*** Begin section ***
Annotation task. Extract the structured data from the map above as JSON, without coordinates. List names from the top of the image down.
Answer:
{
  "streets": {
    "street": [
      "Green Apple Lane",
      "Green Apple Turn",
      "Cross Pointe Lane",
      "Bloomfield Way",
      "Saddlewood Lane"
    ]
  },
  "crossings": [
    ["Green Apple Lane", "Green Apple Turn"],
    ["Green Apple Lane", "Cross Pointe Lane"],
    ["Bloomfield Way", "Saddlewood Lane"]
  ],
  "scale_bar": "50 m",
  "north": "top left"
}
*** End section ***
* [How to complete this task]:
Provide a verbatim reproduction of all the records.

* [Answer for the task]:
Annotation task. Extract the structured data from the map above as JSON, without coordinates. List names from the top of the image down.
Answer:
{
  "streets": {
    "street": [
      "Green Apple Lane",
      "Green Apple Turn",
      "Cross Pointe Lane",
      "Bloomfield Way",
      "Saddlewood Lane"
    ]
  },
  "crossings": [
    ["Green Apple Lane", "Green Apple Turn"],
    ["Green Apple Lane", "Cross Pointe Lane"],
    ["Bloomfield Way", "Saddlewood Lane"]
  ],
  "scale_bar": "50 m",
  "north": "top left"
}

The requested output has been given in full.